Softer dollar sees recovery in Majors. Swiss stronger after SNB left Peg unchanged

Foreign Exchange


EUR/USD: 1.3080
 
The US$ has eased back a little after hitting a 1 month low earlier in the session of 1.3004. US Treasury yields turned around a little today, heading slightly lower which provoked some dollar selling. This has pushed the Euro back above 1.3100 (high 1.3119) as short term stops got set off and produced the bounce that we suspected might occur. This happened despite generally solid US data where initial/continuing jobless claims fell to a 4 year low and  manufacturing activity has picked up, as evidenced by both the Philadelphia and US Empire State Mfg Indices, which contrasts sharply with economic activity in Europe.

Other than that there is not a lot to report today, other than that the SNB left rates and the peg to the Euro unchanged, which caused some volatility in the Swiss Franc.

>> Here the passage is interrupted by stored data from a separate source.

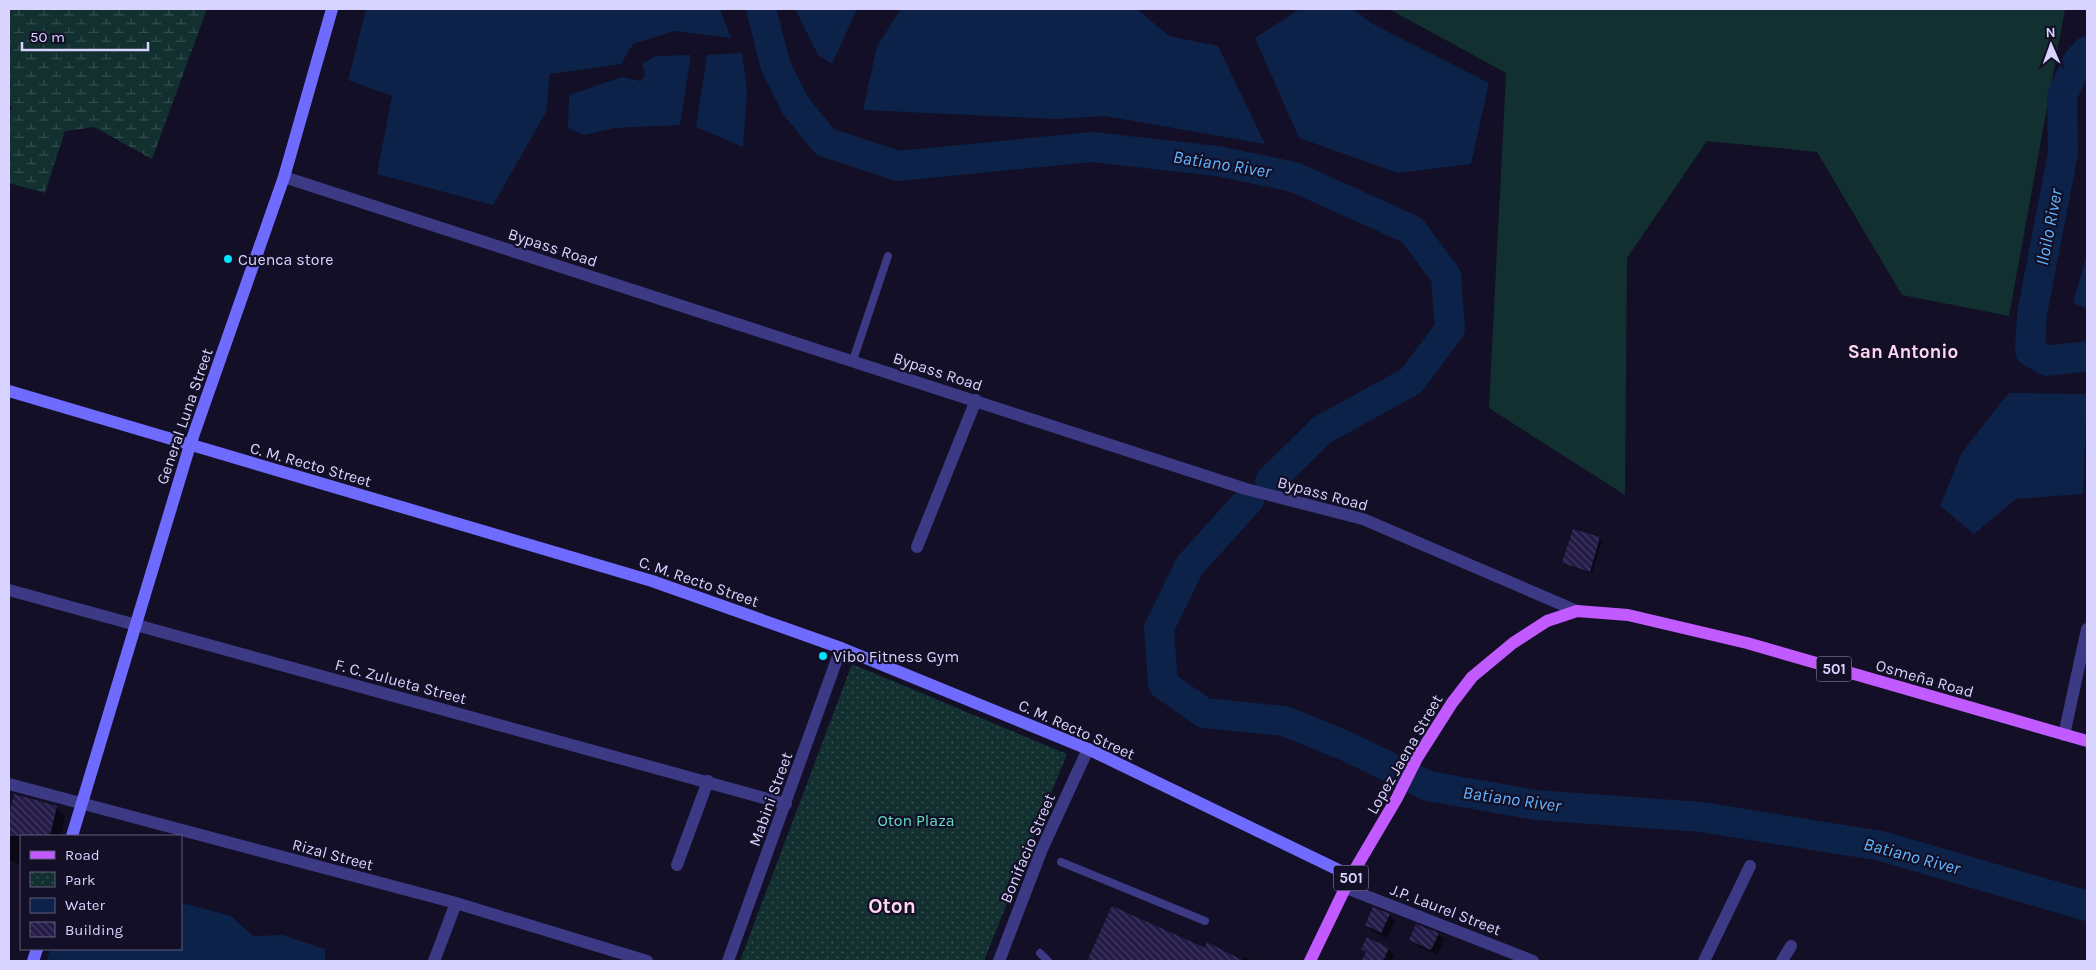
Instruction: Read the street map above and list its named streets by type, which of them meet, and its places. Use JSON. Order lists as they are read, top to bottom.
{
  "streets": {
    "main road": [
      "General Luna Street",
      "C. M. Recto Street",
      "501",
      "Osmeña Road",
      "Lopez Jaena Street"
    ],
    "street": [
      "Bypass Road",
      "F. C. Zulueta Street",
      "Mabini Street",
      "Bonifacio Street",
      "Rizal Street",
      "J.P. Laurel Street"
    ]
  },
  "crossings": [
    ["Bypass Road", "General Luna Street"],
    ["Bypass Road", "Osmeña Road"],
    ["Bypass Road", "Lopez Jaena Street"],
    ["General Luna Street", "C. M. Recto Street"],
    ["General Luna Street", "F. C. Zulueta Street"],
    ["General Luna Street", "Rizal Street"],
    ["C. M. Recto Street", "Lopez Jaena Street"],
    ["C. M. Recto Street", "Mabini Street"],
    ["C. M. Recto Street", "Bonifacio Street"],
    ["Osmeña Road", "Lopez Jaena Street"],
    ["F. C. Zulueta Street", "Mabini Street"],
    ["Lopez Jaena Street", "J.P. Laurel Street"]
  ],
  "districts": ["San Antonio", "Oton"],
  "water": ["Batiano River", "Iloilo River"],
  "parks": ["Oton Plaza"],
  "places": ["Cuenca store", "Vibo Fitness Gym"],
  "legend": [
    "Road",
    "Park",
    "Water",
    "Building"
  ],
  "scale_bar": "50 m",
  "north": "top"
}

 Technically, the Euro looks as though it could squeeze a little higher and a test of trendline resistance at 1.3140 would not surprise. The hourly and 4 hourly charts have some positive momentum as well as some divergence and a further squeeze higher could eventuate. Further resistance will be seen at 1.3185 (38.2% of 1.3485/1.3004).

The dailies though, are not suggesting yet that we are likely to see any major turnaround in the fortunes of the Euro and once this short term rally has blown itself out, the down side may well resume. 1.3000 now has added weight as support, having been there earlier today. Below there, the important 1.2970 level lies ahead of 1.2950 (61.8% of) 1.2623/1.3485 and 1.2930 (25 Jan low). Data today will be highlighted by the US CPI. That apart the session is fairly light, in what will hopefully be a fairly easy run into the week end.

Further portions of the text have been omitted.